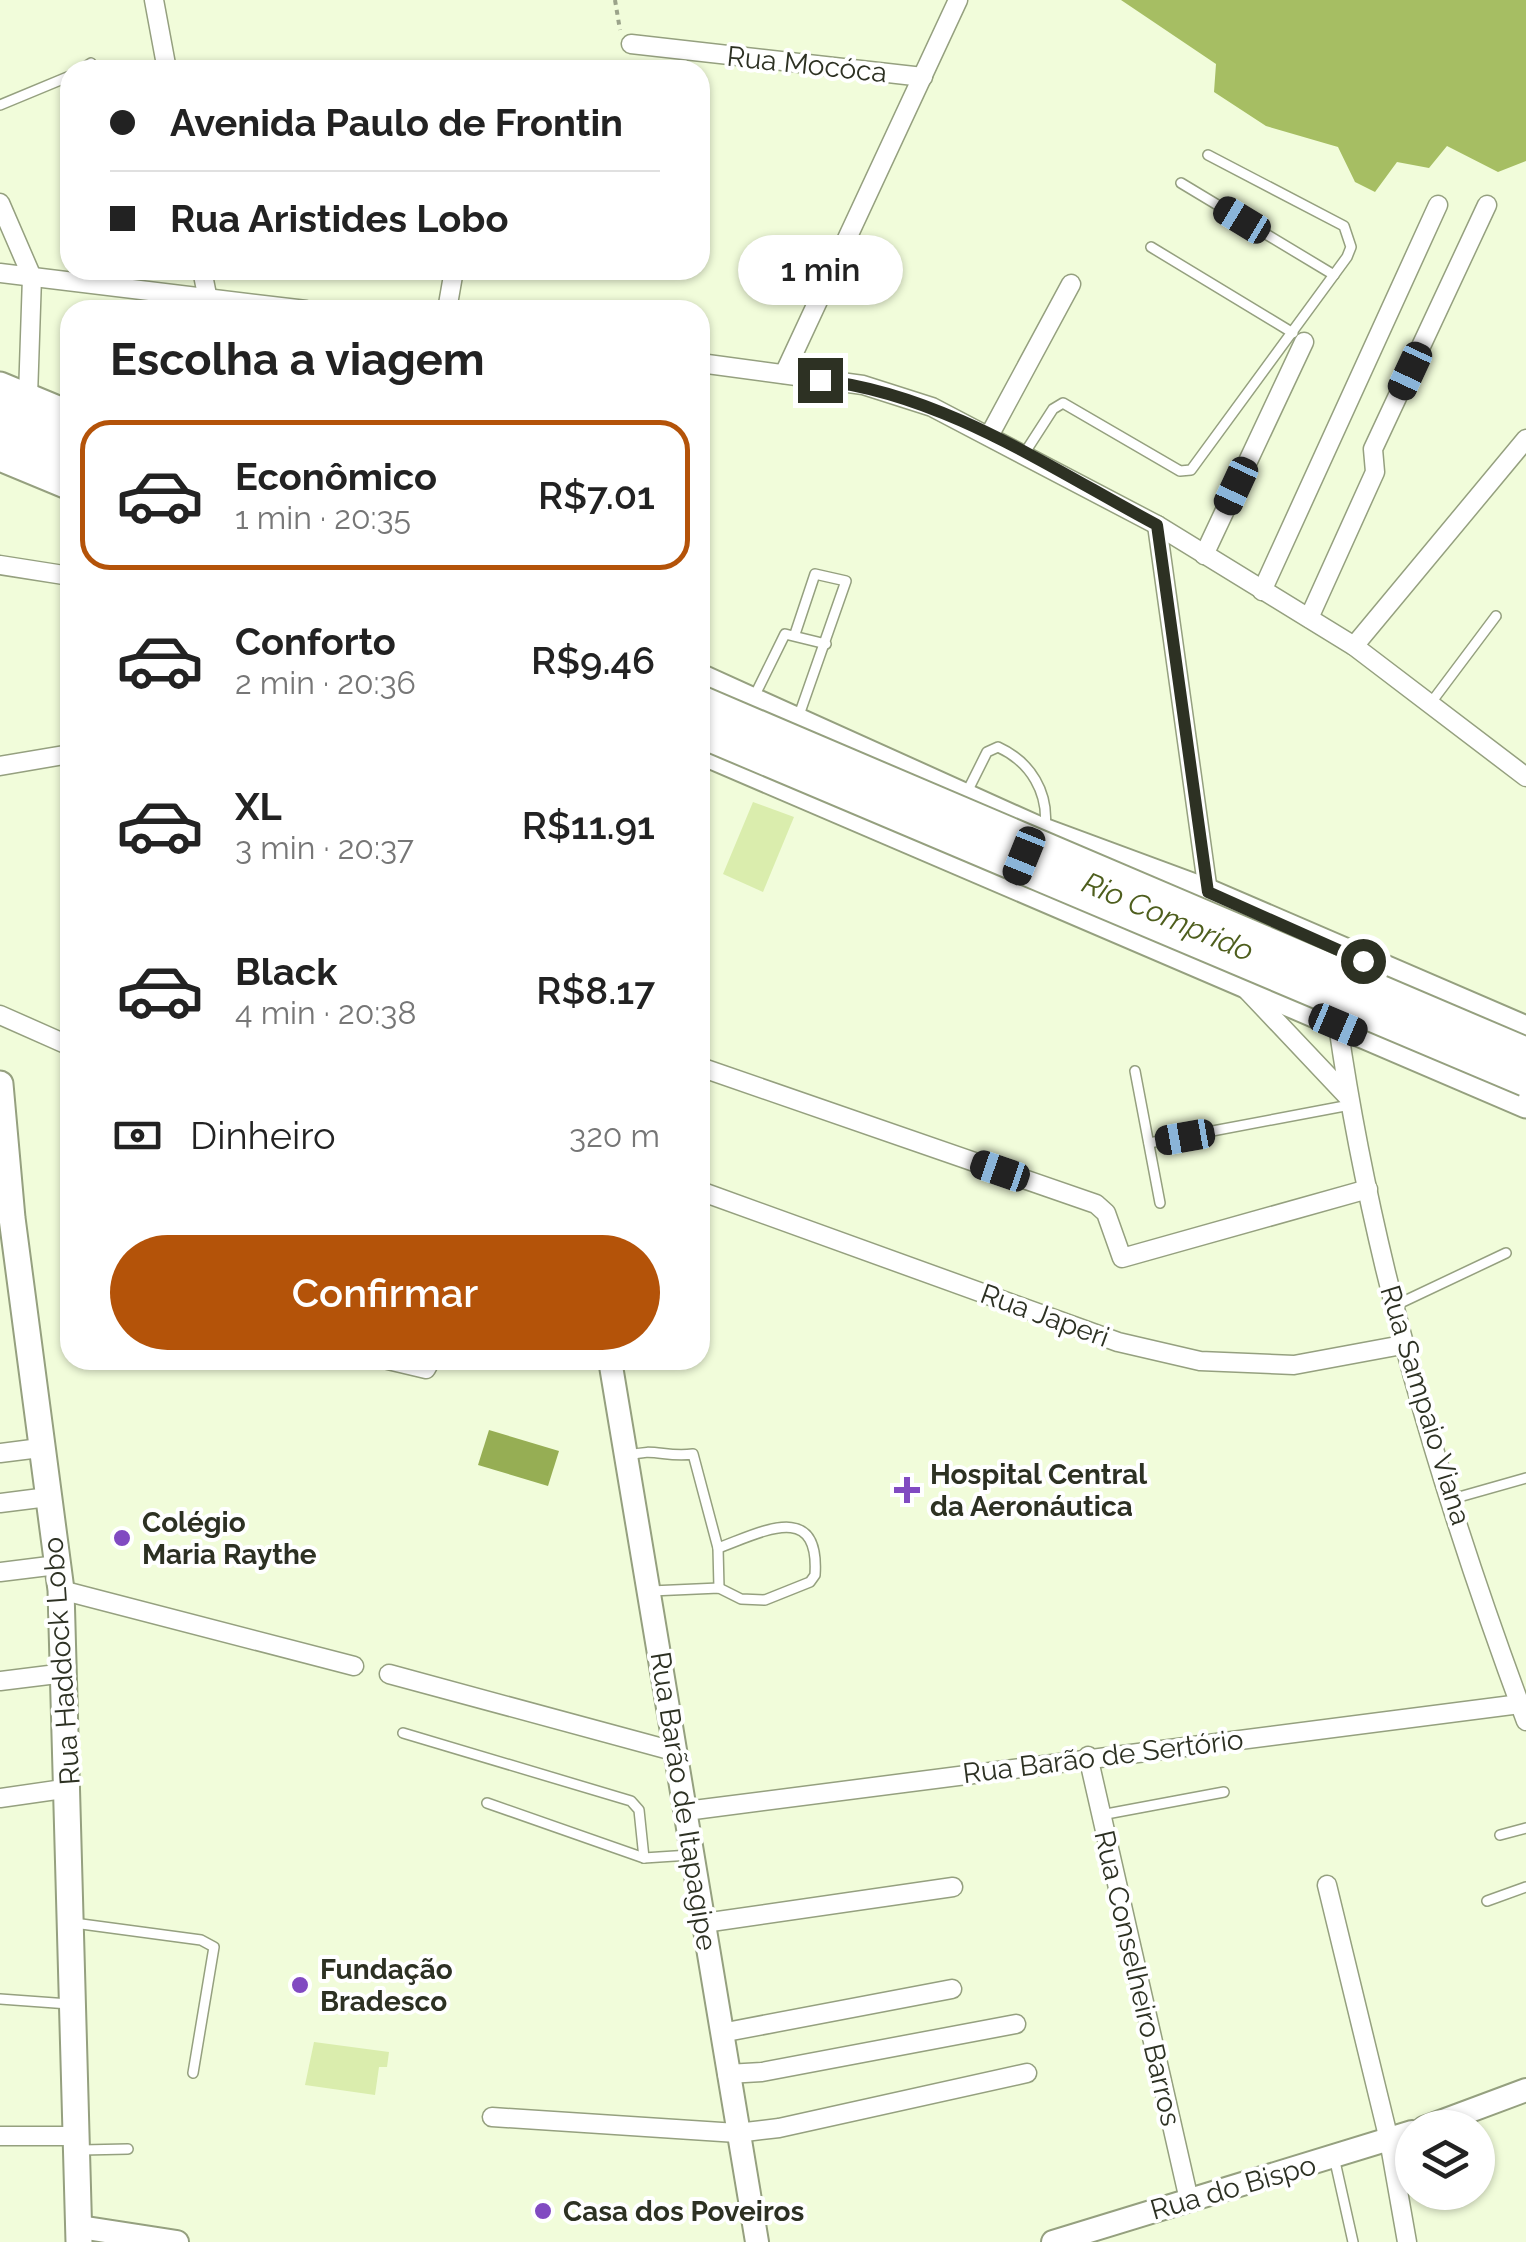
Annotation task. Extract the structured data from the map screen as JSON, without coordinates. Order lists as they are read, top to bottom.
{
  "streets": {
    "main road": ["Rua Haddock Lobo"],
    "street": [
      "Rua Mocóca",
      "Rua Japeri",
      "Rua Sampaio Viana",
      "Rua Barão de Sertório",
      "Rua Barão de Itapagipe",
      "Rua Conselheiro Barros",
      "Rua do Bispo"
    ]
  },
  "crossings": [
    ["Rua Japeri", "Rua Sampaio Viana"],
    ["Rua Sampaio Viana", "Rua Barão de Sertório"],
    ["Rua Barão de Sertório", "Rua Barão de Itapagipe"],
    ["Rua Barão de Sertório", "Rua Conselheiro Barros"],
    ["Rua Conselheiro Barros", "Rua do Bispo"]
  ],
  "water": ["Rio Comprido"],
  "places": {
    "health": ["Hospital Central da Aeronáutica"],
    "other": ["Colégio Maria Raythe", "Fundação Bradesco", "Casa dos Poveiros"]
  },
  "page": {
    "banner": ["Avenida Paulo de Frontin", "Rua Aristides Lobo"],
    "bubble": "1 min",
    "heading": "Escolha a viagem",
    "list": [
      {
        "name": "Econômico",
        "note": "1 min · 20:35",
        "value": "R$7.01"
      },
      {
        "name": "Conforto",
        "note": "2 min · 20:36",
        "value": "R$9.46"
      },
      {
        "name": "XL",
        "note": "3 min · 20:37",
        "value": "R$11.91"
      },
      {
        "name": "Black",
        "note": "4 min · 20:38",
        "value": "R$8.17"
      }
    ],
    "pay": ["Dinheiro", "320 m"],
    "buttons": "Confirmar"
  }
}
------------------------------------------------------------------------
● **Task to complete**
Omit the pictures; print the records above exactly.

● **Exercise result**
Annotation task. Extract the structured data from the map screen as JSON, without coordinates. Order lists as they are read, top to bottom.
{
  "streets": {
    "main road": ["Rua Haddock Lobo"],
    "street": [
      "Rua Mocóca",
      "Rua Japeri",
      "Rua Sampaio Viana",
      "Rua Barão de Sertório",
      "Rua Barão de Itapagipe",
      "Rua Conselheiro Barros",
      "Rua do Bispo"
    ]
  },
  "crossings": [
    ["Rua Japeri", "Rua Sampaio Viana"],
    ["Rua Sampaio Viana", "Rua Barão de Sertório"],
    ["Rua Barão de Sertório", "Rua Barão de Itapagipe"],
    ["Rua Barão de Sertório", "Rua Conselheiro Barros"],
    ["Rua Conselheiro Barros", "Rua do Bispo"]
  ],
  "water": ["Rio Comprido"],
  "places": {
    "health": ["Hospital Central da Aeronáutica"],
    "other": ["Colégio Maria Raythe", "Fundação Bradesco", "Casa dos Poveiros"]
  },
  "page": {
    "banner": ["Avenida Paulo de Frontin", "Rua Aristides Lobo"],
    "bubble": "1 min",
    "heading": "Escolha a viagem",
    "list": [
      {
        "name": "Econômico",
        "note": "1 min · 20:35",
        "value": "R$7.01"
      },
      {
        "name": "Conforto",
        "note": "2 min · 20:36",
        "value": "R$9.46"
      },
      {
        "name": "XL",
        "note": "3 min · 20:37",
        "value": "R$11.91"
      },
      {
        "name": "Black",
        "note": "4 min · 20:38",
        "value": "R$8.17"
      }
    ],
    "pay": ["Dinheiro", "320 m"],
    "buttons": "Confirmar"
  }
}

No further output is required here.